§ Directions for this task: An identical copy of the records below is the expected result.

======== Materials provided

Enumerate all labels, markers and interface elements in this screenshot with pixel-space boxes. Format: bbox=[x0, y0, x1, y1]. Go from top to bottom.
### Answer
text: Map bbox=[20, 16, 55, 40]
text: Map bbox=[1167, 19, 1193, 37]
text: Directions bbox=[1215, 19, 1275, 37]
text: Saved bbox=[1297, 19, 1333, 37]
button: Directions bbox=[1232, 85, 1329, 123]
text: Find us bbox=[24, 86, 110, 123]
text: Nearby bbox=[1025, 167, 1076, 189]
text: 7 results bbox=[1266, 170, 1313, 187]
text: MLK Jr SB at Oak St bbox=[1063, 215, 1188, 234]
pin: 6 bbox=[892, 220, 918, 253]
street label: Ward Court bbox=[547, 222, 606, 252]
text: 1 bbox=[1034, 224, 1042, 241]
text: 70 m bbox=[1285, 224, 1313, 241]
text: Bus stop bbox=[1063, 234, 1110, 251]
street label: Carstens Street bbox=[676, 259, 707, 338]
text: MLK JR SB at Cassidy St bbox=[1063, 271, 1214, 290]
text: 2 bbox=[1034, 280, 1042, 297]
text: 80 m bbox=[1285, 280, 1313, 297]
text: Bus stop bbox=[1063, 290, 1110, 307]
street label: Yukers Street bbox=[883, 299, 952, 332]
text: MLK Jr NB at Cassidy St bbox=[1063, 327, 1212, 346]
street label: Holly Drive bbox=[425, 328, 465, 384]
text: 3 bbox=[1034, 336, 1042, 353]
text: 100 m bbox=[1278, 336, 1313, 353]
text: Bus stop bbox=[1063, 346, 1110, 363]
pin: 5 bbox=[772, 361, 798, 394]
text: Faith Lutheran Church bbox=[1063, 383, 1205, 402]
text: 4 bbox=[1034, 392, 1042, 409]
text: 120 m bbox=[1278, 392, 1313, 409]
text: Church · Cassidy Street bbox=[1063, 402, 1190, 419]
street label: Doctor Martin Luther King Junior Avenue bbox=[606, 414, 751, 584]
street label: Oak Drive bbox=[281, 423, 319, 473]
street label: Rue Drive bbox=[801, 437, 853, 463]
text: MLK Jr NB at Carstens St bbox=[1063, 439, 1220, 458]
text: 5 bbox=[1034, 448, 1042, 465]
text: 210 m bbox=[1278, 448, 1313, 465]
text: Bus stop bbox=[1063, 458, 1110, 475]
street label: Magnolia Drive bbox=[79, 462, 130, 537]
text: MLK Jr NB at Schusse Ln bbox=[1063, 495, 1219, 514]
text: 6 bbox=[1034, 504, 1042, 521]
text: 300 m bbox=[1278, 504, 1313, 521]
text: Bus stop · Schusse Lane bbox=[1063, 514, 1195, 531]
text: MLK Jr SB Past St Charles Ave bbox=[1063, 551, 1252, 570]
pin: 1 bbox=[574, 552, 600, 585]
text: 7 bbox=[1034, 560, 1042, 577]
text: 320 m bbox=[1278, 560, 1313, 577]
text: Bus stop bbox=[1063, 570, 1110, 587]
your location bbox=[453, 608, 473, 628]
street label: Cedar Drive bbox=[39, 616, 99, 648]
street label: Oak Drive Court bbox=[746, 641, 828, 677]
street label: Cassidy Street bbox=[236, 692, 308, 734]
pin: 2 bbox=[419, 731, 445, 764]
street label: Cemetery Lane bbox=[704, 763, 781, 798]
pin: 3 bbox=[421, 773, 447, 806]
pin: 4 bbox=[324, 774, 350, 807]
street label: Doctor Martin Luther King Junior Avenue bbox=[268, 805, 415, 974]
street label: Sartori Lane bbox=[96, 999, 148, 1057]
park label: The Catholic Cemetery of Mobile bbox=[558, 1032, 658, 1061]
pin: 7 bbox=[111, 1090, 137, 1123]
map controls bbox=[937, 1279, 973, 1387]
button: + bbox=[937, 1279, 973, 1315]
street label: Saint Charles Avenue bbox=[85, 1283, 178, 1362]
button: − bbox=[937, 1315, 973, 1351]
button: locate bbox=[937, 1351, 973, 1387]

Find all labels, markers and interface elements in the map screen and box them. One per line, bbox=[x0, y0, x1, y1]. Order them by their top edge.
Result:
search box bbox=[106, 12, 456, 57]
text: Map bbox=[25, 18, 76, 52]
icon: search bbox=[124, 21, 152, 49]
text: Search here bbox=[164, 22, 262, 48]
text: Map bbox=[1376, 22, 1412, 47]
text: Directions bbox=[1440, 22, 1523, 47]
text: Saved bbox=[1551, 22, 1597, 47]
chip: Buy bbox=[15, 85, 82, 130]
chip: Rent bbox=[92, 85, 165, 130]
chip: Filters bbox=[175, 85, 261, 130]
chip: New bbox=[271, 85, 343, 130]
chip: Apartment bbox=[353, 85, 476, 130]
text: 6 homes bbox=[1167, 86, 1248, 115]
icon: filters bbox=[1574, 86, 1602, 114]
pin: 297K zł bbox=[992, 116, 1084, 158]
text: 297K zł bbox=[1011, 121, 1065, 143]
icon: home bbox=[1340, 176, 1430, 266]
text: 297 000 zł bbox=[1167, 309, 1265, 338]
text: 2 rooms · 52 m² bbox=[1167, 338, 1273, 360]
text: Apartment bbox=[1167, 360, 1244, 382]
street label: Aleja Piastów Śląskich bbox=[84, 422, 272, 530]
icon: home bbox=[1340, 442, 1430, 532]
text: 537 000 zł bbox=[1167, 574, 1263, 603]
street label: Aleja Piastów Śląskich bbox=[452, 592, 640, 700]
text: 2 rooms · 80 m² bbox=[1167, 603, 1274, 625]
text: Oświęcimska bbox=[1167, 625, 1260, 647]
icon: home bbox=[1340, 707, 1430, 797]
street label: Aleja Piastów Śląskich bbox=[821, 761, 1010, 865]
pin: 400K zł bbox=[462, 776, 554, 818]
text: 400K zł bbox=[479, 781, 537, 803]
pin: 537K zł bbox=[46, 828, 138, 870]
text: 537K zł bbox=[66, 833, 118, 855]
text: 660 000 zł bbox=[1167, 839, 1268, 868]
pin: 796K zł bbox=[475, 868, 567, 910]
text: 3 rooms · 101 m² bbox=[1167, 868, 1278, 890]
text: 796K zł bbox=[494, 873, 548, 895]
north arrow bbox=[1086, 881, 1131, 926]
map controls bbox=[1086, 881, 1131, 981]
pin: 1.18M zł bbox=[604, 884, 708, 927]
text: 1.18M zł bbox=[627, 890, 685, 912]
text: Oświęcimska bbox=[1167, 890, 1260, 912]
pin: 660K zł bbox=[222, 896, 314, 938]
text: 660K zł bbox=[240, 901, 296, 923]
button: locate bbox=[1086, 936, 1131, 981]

================

§ Result of this task:
Enumerate all labels, markers and interface elements in this screenshot with pixel-space boxes. Format: bbox=[x0, y0, x1, y1]. Go from top to bottom.
### Answer
text: Map bbox=[20, 16, 55, 40]
text: Map bbox=[1167, 19, 1193, 37]
text: Directions bbox=[1215, 19, 1275, 37]
text: Saved bbox=[1297, 19, 1333, 37]
button: Directions bbox=[1232, 85, 1329, 123]
text: Find us bbox=[24, 86, 110, 123]
text: Nearby bbox=[1025, 167, 1076, 189]
text: 7 results bbox=[1266, 170, 1313, 187]
text: MLK Jr SB at Oak St bbox=[1063, 215, 1188, 234]
pin: 6 bbox=[892, 220, 918, 253]
street label: Ward Court bbox=[547, 222, 606, 252]
text: 1 bbox=[1034, 224, 1042, 241]
text: 70 m bbox=[1285, 224, 1313, 241]
text: Bus stop bbox=[1063, 234, 1110, 251]
street label: Carstens Street bbox=[676, 259, 707, 338]
text: MLK JR SB at Cassidy St bbox=[1063, 271, 1214, 290]
text: 2 bbox=[1034, 280, 1042, 297]
text: 80 m bbox=[1285, 280, 1313, 297]
text: Bus stop bbox=[1063, 290, 1110, 307]
street label: Yukers Street bbox=[883, 299, 952, 332]
text: MLK Jr NB at Cassidy St bbox=[1063, 327, 1212, 346]
street label: Holly Drive bbox=[425, 328, 465, 384]
text: 3 bbox=[1034, 336, 1042, 353]
text: 100 m bbox=[1278, 336, 1313, 353]
text: Bus stop bbox=[1063, 346, 1110, 363]
pin: 5 bbox=[772, 361, 798, 394]
text: Faith Lutheran Church bbox=[1063, 383, 1205, 402]
text: 4 bbox=[1034, 392, 1042, 409]
text: 120 m bbox=[1278, 392, 1313, 409]
text: Church · Cassidy Street bbox=[1063, 402, 1190, 419]
street label: Doctor Martin Luther King Junior Avenue bbox=[606, 414, 751, 584]
street label: Oak Drive bbox=[281, 423, 319, 473]
street label: Rue Drive bbox=[801, 437, 853, 463]
text: MLK Jr NB at Carstens St bbox=[1063, 439, 1220, 458]
text: 5 bbox=[1034, 448, 1042, 465]
text: 210 m bbox=[1278, 448, 1313, 465]
text: Bus stop bbox=[1063, 458, 1110, 475]
street label: Magnolia Drive bbox=[79, 462, 130, 537]
text: MLK Jr NB at Schusse Ln bbox=[1063, 495, 1219, 514]
text: 6 bbox=[1034, 504, 1042, 521]
text: 300 m bbox=[1278, 504, 1313, 521]
text: Bus stop · Schusse Lane bbox=[1063, 514, 1195, 531]
text: MLK Jr SB Past St Charles Ave bbox=[1063, 551, 1252, 570]
pin: 1 bbox=[574, 552, 600, 585]
text: 7 bbox=[1034, 560, 1042, 577]
text: 320 m bbox=[1278, 560, 1313, 577]
text: Bus stop bbox=[1063, 570, 1110, 587]
your location bbox=[453, 608, 473, 628]
street label: Cedar Drive bbox=[39, 616, 99, 648]
street label: Oak Drive Court bbox=[746, 641, 828, 677]
street label: Cassidy Street bbox=[236, 692, 308, 734]
pin: 2 bbox=[419, 731, 445, 764]
street label: Cemetery Lane bbox=[704, 763, 781, 798]
pin: 3 bbox=[421, 773, 447, 806]
pin: 4 bbox=[324, 774, 350, 807]
street label: Doctor Martin Luther King Junior Avenue bbox=[268, 805, 415, 974]
street label: Sartori Lane bbox=[96, 999, 148, 1057]
park label: The Catholic Cemetery of Mobile bbox=[558, 1032, 658, 1061]
pin: 7 bbox=[111, 1090, 137, 1123]
map controls bbox=[937, 1279, 973, 1387]
button: + bbox=[937, 1279, 973, 1315]
street label: Saint Charles Avenue bbox=[85, 1283, 178, 1362]
button: − bbox=[937, 1315, 973, 1351]
button: locate bbox=[937, 1351, 973, 1387]

Find all labels, markers and interface elements in the map screen and box them. One per line, bbox=[x0, y0, x1, y1]. Order them by their top edge.
Result:
search box bbox=[106, 12, 456, 57]
text: Map bbox=[25, 18, 76, 52]
icon: search bbox=[124, 21, 152, 49]
text: Search here bbox=[164, 22, 262, 48]
text: Map bbox=[1376, 22, 1412, 47]
text: Directions bbox=[1440, 22, 1523, 47]
text: Saved bbox=[1551, 22, 1597, 47]
chip: Buy bbox=[15, 85, 82, 130]
chip: Rent bbox=[92, 85, 165, 130]
chip: Filters bbox=[175, 85, 261, 130]
chip: New bbox=[271, 85, 343, 130]
chip: Apartment bbox=[353, 85, 476, 130]
text: 6 homes bbox=[1167, 86, 1248, 115]
icon: filters bbox=[1574, 86, 1602, 114]
pin: 297K zł bbox=[992, 116, 1084, 158]
text: 297K zł bbox=[1011, 121, 1065, 143]
icon: home bbox=[1340, 176, 1430, 266]
text: 297 000 zł bbox=[1167, 309, 1265, 338]
text: 2 rooms · 52 m² bbox=[1167, 338, 1273, 360]
text: Apartment bbox=[1167, 360, 1244, 382]
street label: Aleja Piastów Śląskich bbox=[84, 422, 272, 530]
icon: home bbox=[1340, 442, 1430, 532]
text: 537 000 zł bbox=[1167, 574, 1263, 603]
street label: Aleja Piastów Śląskich bbox=[452, 592, 640, 700]
text: 2 rooms · 80 m² bbox=[1167, 603, 1274, 625]
text: Oświęcimska bbox=[1167, 625, 1260, 647]
icon: home bbox=[1340, 707, 1430, 797]
street label: Aleja Piastów Śląskich bbox=[821, 761, 1010, 865]
pin: 400K zł bbox=[462, 776, 554, 818]
text: 400K zł bbox=[479, 781, 537, 803]
pin: 537K zł bbox=[46, 828, 138, 870]
text: 537K zł bbox=[66, 833, 118, 855]
text: 660 000 zł bbox=[1167, 839, 1268, 868]
pin: 796K zł bbox=[475, 868, 567, 910]
text: 3 rooms · 101 m² bbox=[1167, 868, 1278, 890]
text: 796K zł bbox=[494, 873, 548, 895]
north arrow bbox=[1086, 881, 1131, 926]
map controls bbox=[1086, 881, 1131, 981]
pin: 1.18M zł bbox=[604, 884, 708, 927]
text: 1.18M zł bbox=[627, 890, 685, 912]
text: Oświęcimska bbox=[1167, 890, 1260, 912]
pin: 660K zł bbox=[222, 896, 314, 938]
text: 660K zł bbox=[240, 901, 296, 923]
button: locate bbox=[1086, 936, 1131, 981]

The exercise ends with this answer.